Half-Duplex vs Full-Duplex: The Fundamentals
In telecommunications, duplex refers to how two parties communicate over a channel.
Half-duplex (walkie-talkie): One party transmits at a time. You press to talk, release to listen.
Full-duplex (telephone): Both parties can transmit simultaneously. Normal phone calls work this way.
All voice AI — until very recently — has been half-duplex. And that's not an accident. It's genuinely hard to build a full-duplex AI system.
Why Half-Duplex AI Exists
Traditional voice AI pipelines look like this:
User speaks
→ ASR (speech-to-text)
→ LLM (text reasoning)
→ TTS (text-to-speech)
→ AI speaks
→ User speaks againThis is a sequential pipeline. Each stage must finish before the next starts. And the whole thing resets between turns.
Building truly simultaneous processing requires throwing away this pipeline architecture entirely.
What Full-Duplex Requires
For a voice AI to operate in full-duplex mode, it needs to solve three hard problems simultaneously:
1. Continuous Audio Processing
The model must process incoming audio even while generating output. This means no "recording window" — just a continuous stream.

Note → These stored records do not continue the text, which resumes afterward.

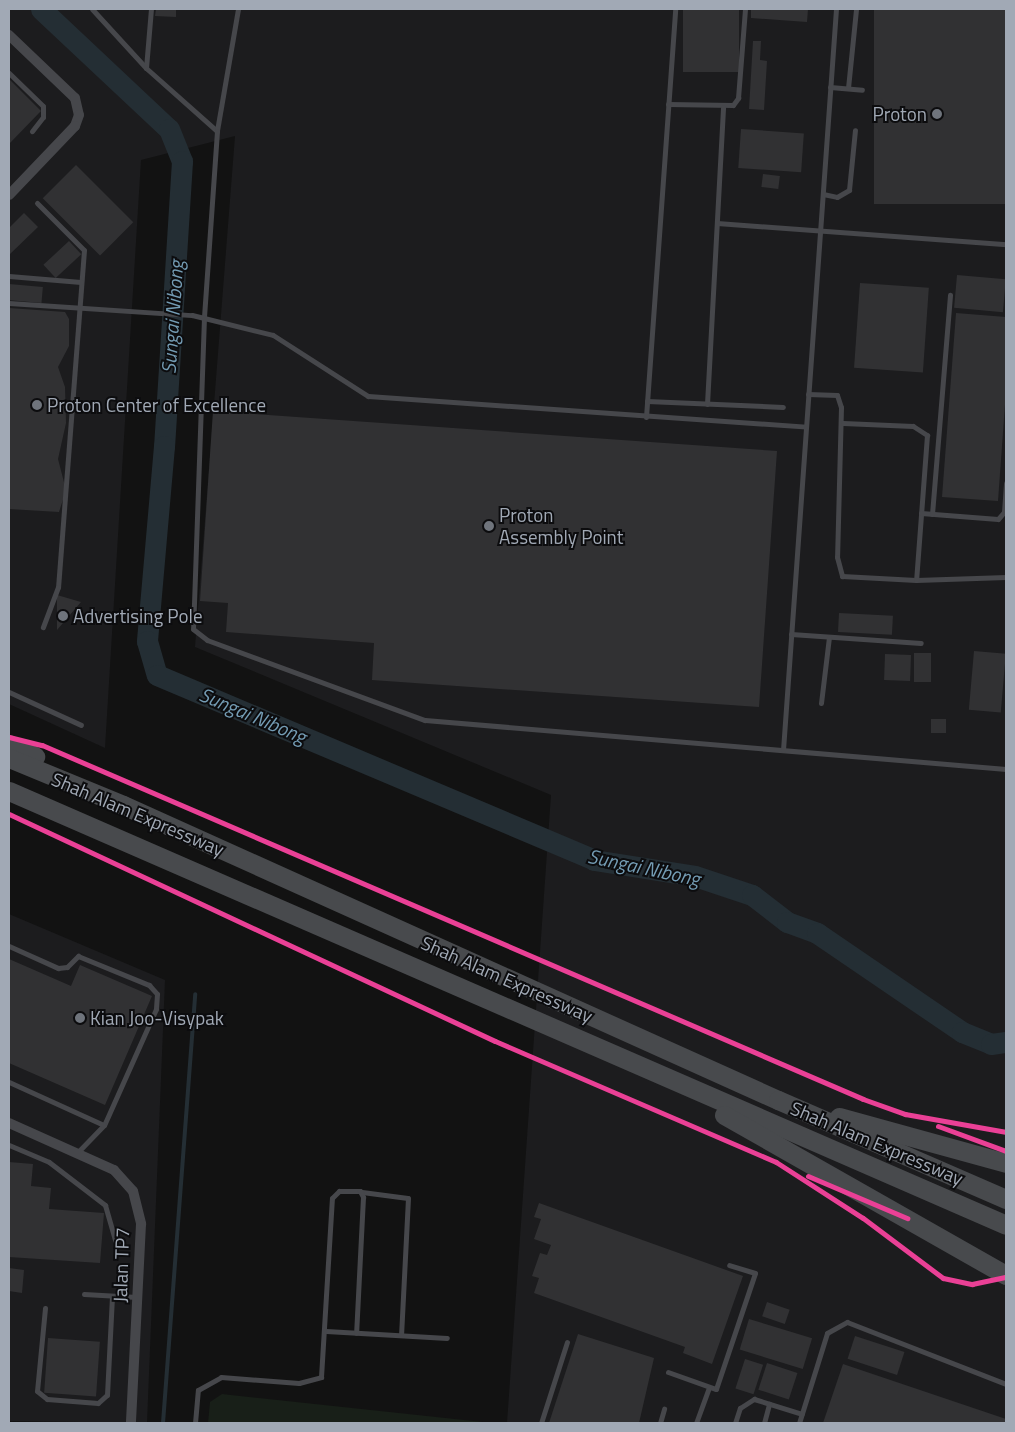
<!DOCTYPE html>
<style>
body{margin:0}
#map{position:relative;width:1015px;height:1432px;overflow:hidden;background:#121212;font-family:"Titillium Web",sans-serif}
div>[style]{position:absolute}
.built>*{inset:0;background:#1c1c1e}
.green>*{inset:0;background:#181f18}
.stream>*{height:4px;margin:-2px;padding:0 2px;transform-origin:2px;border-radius:2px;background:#242e34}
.river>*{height:21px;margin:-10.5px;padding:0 10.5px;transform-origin:10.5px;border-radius:10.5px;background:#242e34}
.building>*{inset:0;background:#313133;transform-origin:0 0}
.service>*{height:5px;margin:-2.5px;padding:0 2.5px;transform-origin:2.5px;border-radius:2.5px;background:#46474b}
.minor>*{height:10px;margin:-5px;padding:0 5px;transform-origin:5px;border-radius:5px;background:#46474b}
.motorway>*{height:19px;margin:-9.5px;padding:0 9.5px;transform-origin:9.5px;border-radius:9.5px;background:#484a4d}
.cycleway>*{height:5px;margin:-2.5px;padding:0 2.5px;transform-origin:2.5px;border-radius:2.5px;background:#ea4096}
.dots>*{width:14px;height:14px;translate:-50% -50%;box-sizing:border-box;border:2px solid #0c0c0e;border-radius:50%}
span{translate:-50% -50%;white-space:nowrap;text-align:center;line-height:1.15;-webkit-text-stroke:4px #0c0c0e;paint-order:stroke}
.poi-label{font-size:19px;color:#a1a9b5}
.right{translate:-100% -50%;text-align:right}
.left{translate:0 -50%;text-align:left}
.street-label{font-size:19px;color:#a1a9b5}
.water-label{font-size:20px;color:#749cb4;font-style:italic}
.frame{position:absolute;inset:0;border:10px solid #a1a9b5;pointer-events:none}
</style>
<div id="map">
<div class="built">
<div style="clip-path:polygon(9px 9px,1006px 9px,1006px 1423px,507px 1423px,551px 795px,195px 647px,235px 136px,141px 160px,105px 748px,9px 704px)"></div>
<div style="clip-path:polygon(9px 914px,165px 980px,147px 1423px,9px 1421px)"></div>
</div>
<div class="green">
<div style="clip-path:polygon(222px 1394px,492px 1423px,208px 1423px,210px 1402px)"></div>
</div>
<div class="stream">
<div style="left:163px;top:1423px;width:430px;rotate:-85.7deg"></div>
</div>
<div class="river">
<div style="left:41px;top:9px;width:175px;rotate:43.2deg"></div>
<div style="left:169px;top:129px;width:35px;rotate:68deg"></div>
<div style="left:182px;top:161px;width:286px;rotate:93.6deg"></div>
<div style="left:164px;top:446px;width:196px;rotate:95deg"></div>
<div style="left:147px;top:641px;width:35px;rotate:74deg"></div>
<div style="left:157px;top:675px;width:475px;rotate:22.9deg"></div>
<div style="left:594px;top:860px;width:102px;rotate:9deg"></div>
<div style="left:695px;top:876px;width:60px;rotate:18.4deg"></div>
<div style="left:752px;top:895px;width:44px;rotate:37.6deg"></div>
<div style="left:787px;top:922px;width:32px;rotate:20deg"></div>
<div style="left:817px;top:933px;width:176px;rotate:34.3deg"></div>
<div style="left:962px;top:1032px;width:31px;rotate:22deg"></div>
<div style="left:991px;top:1044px;width:15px;rotate:-8deg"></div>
</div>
<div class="building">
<div style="clip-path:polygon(156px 9px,176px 9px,176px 17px,155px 16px)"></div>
<div style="left:683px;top:9px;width:56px;height:63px"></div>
<div style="clip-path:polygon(751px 9px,808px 9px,807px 22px,751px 18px)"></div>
<div style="left:874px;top:9px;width:132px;height:195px"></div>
<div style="clip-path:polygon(753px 41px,761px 41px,760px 60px,767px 61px,764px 110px,749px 109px)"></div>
<div style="clip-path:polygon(9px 79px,41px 111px,9px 144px)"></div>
<div style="left:741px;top:129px;width:63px;height:39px;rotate:4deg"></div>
<div style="left:76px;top:165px;width:81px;height:47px;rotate:45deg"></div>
<div style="left:763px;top:174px;width:17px;height:13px;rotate:7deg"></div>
<div style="clip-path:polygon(24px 213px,38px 227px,9px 255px,9px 228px)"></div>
<div style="left:69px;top:241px;width:18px;height:35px;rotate:47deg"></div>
<div style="left:957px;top:275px;width:49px;height:33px;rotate:5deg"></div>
<div style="left:860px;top:283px;width:69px;height:85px;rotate:4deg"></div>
<div style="left:9px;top:284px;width:34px;height:16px;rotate:5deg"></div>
<div style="clip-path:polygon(9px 308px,65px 312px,69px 319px,69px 346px,58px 367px,65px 387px,66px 423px,58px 459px,66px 490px,59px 512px,9px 509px)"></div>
<div style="clip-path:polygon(956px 313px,1006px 317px,1006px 391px,998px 501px,942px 497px)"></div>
<div style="clip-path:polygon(213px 411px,777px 451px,759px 707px,372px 680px,374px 643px,226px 632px,228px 603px,200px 601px)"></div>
<div style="clip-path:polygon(57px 595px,81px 602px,57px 630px)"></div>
<div style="left:839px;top:613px;width:54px;height:19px;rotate:3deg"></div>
<div style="left:974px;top:651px;width:32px;height:59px;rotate:5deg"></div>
<div style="left:914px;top:653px;width:17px;height:29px"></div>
<div style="left:885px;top:654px;width:26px;height:26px;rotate:2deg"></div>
<div style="left:931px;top:719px;width:15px;height:14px"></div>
<div style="clip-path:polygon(9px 959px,71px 986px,80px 965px,152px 996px,105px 1105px,9px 1063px)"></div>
<div style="clip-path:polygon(9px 1162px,33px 1164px,31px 1186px,51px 1188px,49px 1209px,104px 1213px,100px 1263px,9px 1257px)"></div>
<div style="clip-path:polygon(539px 1203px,743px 1276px,712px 1364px,683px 1353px,685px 1347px,534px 1293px,539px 1278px,532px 1276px,540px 1253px,547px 1255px,551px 1245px,534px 1239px,541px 1219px,534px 1217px)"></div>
<div style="clip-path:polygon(9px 1268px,24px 1270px,22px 1293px,9px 1291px)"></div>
<div style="left:767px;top:1302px;width:24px;height:15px;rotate:19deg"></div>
<div style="left:749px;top:1319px;width:66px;height:32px;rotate:17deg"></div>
<div style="clip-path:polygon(578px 1334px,654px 1358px,639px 1423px,549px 1423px)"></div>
<div style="left:855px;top:1336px;width:52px;height:24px;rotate:18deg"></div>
<div style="left:48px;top:1338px;width:52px;height:55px;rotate:4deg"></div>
<div style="left:745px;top:1359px;width:19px;height:31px;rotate:18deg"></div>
<div style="left:767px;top:1363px;width:32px;height:28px;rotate:18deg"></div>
<div style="clip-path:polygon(843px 1364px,1006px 1419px,1006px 1423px,823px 1423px)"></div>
</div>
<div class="service">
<div style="left:92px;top:9px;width:80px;rotate:47.5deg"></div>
<div style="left:146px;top:68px;width:95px;rotate:41.6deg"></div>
<div style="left:238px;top:9px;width:124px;rotate:99.8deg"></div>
<div style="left:217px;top:131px;width:186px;rotate:94deg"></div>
<div style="left:204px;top:317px;width:312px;rotate:92deg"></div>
<div style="left:193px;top:629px;width:18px;rotate:38deg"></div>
<div style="left:207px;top:640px;width:232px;rotate:20.2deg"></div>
<div style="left:425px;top:720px;width:583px;rotate:4.82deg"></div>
<div style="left:146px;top:68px;width:59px;rotate:-85.2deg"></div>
<div style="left:9px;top:73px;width:47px;rotate:44.1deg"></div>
<div style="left:43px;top:106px;width:11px;rotate:90deg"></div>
<div style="left:43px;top:117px;width:18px;rotate:128deg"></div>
<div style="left:830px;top:87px;width:32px;rotate:5deg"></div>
<div style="left:848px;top:88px;width:79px;rotate:-84.2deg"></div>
<div style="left:668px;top:104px;width:65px;rotate:0.9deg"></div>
<div style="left:733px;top:105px;width:9px;rotate:-54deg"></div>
<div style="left:738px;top:98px;width:89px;rotate:-85.5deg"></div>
<div style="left:823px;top:194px;width:14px;rotate:12deg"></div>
<div style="left:837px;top:197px;width:14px;rotate:-30deg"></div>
<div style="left:849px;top:190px;width:60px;rotate:-84.3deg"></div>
<div style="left:37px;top:203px;width:66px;rotate:45deg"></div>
<div style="left:84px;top:250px;width:338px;rotate:94.4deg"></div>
<div style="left:58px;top:587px;width:43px;rotate:110.6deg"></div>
<div style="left:717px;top:223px;width:290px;rotate:4.2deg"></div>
<div style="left:9px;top:276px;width:72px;rotate:4.8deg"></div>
<div style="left:9px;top:303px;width:183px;rotate:3.8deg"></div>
<div style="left:192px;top:315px;width:83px;rotate:13.9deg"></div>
<div style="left:273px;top:335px;width:113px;rotate:32.7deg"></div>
<div style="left:368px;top:396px;width:439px;rotate:4deg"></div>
<div style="left:808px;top:394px;width:29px;rotate:2deg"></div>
<div style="left:837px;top:395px;width:13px;rotate:72deg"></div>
<div style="left:841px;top:407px;width:150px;rotate:91.5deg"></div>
<div style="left:837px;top:557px;width:20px;rotate:75deg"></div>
<div style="left:842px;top:576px;width:74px;rotate:3.1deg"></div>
<div style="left:916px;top:580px;width:90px;rotate:-1.9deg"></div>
<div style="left:647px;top:401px;width:136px;rotate:2.5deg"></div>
<div style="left:707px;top:404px;width:297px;rotate:-86.9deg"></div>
<div style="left:646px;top:417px;width:409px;rotate:-85.9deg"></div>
<div style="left:843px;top:423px;width:70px;rotate:2.5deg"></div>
<div style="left:913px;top:426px;width:17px;rotate:33deg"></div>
<div style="left:927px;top:435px;width:145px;rotate:94.3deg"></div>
<div style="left:921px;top:513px;width:77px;rotate:4.5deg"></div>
<div style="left:998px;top:519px;width:9px;rotate:-49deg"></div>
<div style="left:1004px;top:512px;width:29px;rotate:-86deg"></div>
<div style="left:932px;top:514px;width:220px;rotate:-85.3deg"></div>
<div style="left:791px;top:634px;width:130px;rotate:4deg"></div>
<div style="left:9px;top:692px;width:79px;rotate:24.6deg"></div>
<div style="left:821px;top:703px;width:66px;rotate:-83.1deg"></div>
<div style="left:783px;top:750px;width:743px;rotate:-85.91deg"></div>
<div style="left:9px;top:946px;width:54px;rotate:24.2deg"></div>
<div style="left:58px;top:968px;width:9px;rotate:-6deg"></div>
<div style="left:67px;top:967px;width:16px;rotate:-45deg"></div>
<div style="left:78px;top:956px;width:77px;rotate:22.2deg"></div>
<div style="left:149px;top:985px;width:12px;rotate:48deg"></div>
<div style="left:157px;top:994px;width:15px;rotate:94deg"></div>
<div style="left:156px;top:1009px;width:127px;rotate:114.1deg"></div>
<div style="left:104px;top:1125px;width:39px;rotate:134deg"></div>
<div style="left:9px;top:1082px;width:104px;rotate:24.4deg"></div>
<div style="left:9px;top:1145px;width:43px;rotate:23deg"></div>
<div style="left:49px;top:1162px;width:71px;rotate:37.5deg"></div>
<div style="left:105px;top:1205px;width:37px;rotate:74deg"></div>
<div style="left:362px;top:1192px;width:46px;rotate:7.4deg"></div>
<div style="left:408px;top:1198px;width:137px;rotate:92.9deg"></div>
<div style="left:84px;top:1294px;width:53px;rotate:3.2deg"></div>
<div style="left:45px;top:1308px;width:83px;rotate:95.5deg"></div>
<div style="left:37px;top:1391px;width:13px;rotate:39deg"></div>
<div style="left:47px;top:1399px;width:51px;rotate:4.5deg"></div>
<div style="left:98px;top:1403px;width:12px;rotate:-42deg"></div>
<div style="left:107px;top:1395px;width:99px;rotate:-87.1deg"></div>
<div style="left:326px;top:1331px;width:121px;rotate:3.3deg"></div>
<div style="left:668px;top:1372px;width:51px;rotate:19.5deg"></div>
<div style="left:716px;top:1389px;width:122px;rotate:-71.4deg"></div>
<div style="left:755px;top:1273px;width:27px;rotate:-163deg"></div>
<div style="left:195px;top:1423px;width:33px;rotate:-85deg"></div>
<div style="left:198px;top:1390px;width:26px;rotate:-29deg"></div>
<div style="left:221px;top:1377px;width:78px;rotate:4.4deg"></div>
<div style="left:299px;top:1383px;width:23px;rotate:-15deg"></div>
<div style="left:321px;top:1377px;width:179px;rotate:-86.5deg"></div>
<div style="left:332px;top:1198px;width:10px;rotate:-45deg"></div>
<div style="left:339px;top:1191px;width:21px"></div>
<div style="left:360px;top:1191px;width:7px;rotate:63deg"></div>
<div style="left:363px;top:1197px;width:136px;rotate:92.9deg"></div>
<div style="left:541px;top:1423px;width:85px;rotate:-72.2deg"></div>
<div style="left:660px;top:1423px;width:15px;rotate:-74deg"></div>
<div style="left:696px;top:1423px;width:38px;rotate:-70deg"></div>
<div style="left:735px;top:1423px;width:16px;rotate:-72deg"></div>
<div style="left:740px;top:1408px;width:17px;rotate:-33deg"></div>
<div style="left:754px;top:1399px;width:50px;rotate:17.4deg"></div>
<div style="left:764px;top:1423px;width:20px;rotate:-75deg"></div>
<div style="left:799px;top:1423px;width:94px;rotate:-72.7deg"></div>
<div style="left:827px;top:1333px;width:23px;rotate:-29deg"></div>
<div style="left:847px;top:1322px;width:171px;rotate:21.3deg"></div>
</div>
<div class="minor">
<div style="left:9px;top:35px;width:91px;rotate:43.7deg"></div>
<div style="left:75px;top:98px;width:17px;rotate:77deg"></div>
<div style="left:79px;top:115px;width:12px;rotate:110deg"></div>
<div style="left:75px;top:126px;width:95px;rotate:133.7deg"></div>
<div style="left:9px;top:1123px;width:115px;rotate:24.1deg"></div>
<div style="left:114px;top:1170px;width:28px;rotate:48deg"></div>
<div style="left:133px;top:1191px;width:34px;rotate:76deg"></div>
<div style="left:141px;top:1224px;width:199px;rotate:92.9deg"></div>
</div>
<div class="motorway">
<div style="left:9px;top:744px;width:29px;rotate:25deg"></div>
<div style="left:9px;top:758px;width:123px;rotate:22.4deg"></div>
<div style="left:123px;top:805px;width:718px;rotate:24.25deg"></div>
<div style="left:778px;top:1100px;width:249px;rotate:23.5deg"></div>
<div style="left:9px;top:791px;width:1087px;rotate:23.52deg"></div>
<div style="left:724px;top:1115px;width:324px;rotate:29.6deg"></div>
<div style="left:839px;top:1117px;width:173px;rotate:15.4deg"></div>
</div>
<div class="cycleway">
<div style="left:9px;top:737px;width:34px;rotate:14deg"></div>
<div style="left:42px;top:745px;width:894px;rotate:23.32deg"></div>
<div style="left:863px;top:1099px;width:45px;rotate:19.7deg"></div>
<div style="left:905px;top:1114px;width:103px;rotate:10.1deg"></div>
<div style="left:9px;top:814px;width:536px;rotate:25.04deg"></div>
<div style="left:495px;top:1041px;width:306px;rotate:23.3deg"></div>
<div style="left:776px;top:1162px;width:103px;rotate:32.8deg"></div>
<div style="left:863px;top:1218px;width:100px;rotate:36.9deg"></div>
<div style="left:943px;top:1278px;width:30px;rotate:12deg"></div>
<div style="left:972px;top:1284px;width:35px;rotate:-12deg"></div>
<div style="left:938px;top:1126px;width:72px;rotate:20.2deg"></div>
<div style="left:808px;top:1176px;width:108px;rotate:23deg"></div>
</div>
<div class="dots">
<div style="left:937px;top:114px;background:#6f747c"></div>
<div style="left:37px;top:405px;background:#6f747c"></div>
<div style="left:489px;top:526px;background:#6f747c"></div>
<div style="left:63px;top:616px;background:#6f747c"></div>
<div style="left:80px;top:1018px;background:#6f747c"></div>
</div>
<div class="poi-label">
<span class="right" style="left:927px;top:114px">Proton</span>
<span class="left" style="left:47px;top:405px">Proton Center of Excellence</span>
<span class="left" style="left:499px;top:526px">Proton<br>Assembly Point</span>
<span class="left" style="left:73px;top:616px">Advertising Pole</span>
<span class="left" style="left:90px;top:1018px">Kian Joo-Visypak</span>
</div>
<div class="street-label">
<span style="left:138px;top:814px;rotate:23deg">Shah Alam Expressway</span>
<span style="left:507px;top:979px;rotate:24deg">Shah Alam Expressway</span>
<span style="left:877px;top:1143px;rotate:23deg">Shah Alam Expressway</span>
<span style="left:121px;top:1265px;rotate:-88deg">Jalan TP7</span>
</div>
<div class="water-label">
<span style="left:172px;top:317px;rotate:-86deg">Sungai Nibong</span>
<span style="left:253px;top:715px;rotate:23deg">Sungai Nibong</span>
<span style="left:644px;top:867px;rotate:12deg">Sungai Nibong</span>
</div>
<div class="frame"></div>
</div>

2. Acoustic Echo Cancellation
When the AI speaks through a speaker, that sound enters the microphone. The model must cancel its own voice from the input signal, or it will hear itself and get confused. This is an engineering challenge as much as an AI one.
3. Turn-Taking Intelligence
The hardest problem: knowing when the human is done speaking. In half-duplex systems, this is solved with silence thresholds. In full-duplex, the model needs real-time understanding of conversational state:
- Is this silence a thinking pause?
- Is the human trailing off to invite a response?
- Is the human trying to interrupt?
- Is that background noise or a new utterance?
How Seeduplex Solves These Problems
Seeduplex's approach is a joint acoustic-semantic model. Rather than separating acoustic processing from language understanding, both happen in the same model, at the same time.
This means the model can use context to inform perception:
- If the conversation suggests the human is mid-thought, it won't misinterpret a pause as an ending
- If it recognizes background speech patterns (navigation, TV), it down-weights those signals
The result is turn-taking that uses both the audio signal and the semantic state of the conversation — not just silence thresholds.
Why This Matters for Real Applications
Customer service: Agents can be interrupted, clarify mid-sentence, and respond to "wait, no, I meant..." naturally.
Voice companions: Conversation feels like talking to a person, not querying a system.
Real-time translation: Both speakers can overlap naturally as translators do.
Accessibility: Users with speech patterns that don't fit standard silence-threshold detection can communicate more effectively.
The State of Full-Duplex AI in 2026
Seeduplex is the first production-scale full-duplex voice model. A few research systems have demonstrated full-duplex capabilities in labs, but deploying at scale (hundreds of millions of users) introduces engineering challenges that research prototypes don't face.
Other major AI labs are working on similar capabilities. The half-duplex era of voice AI is likely ending — Seeduplex is just the first production model to cross the line.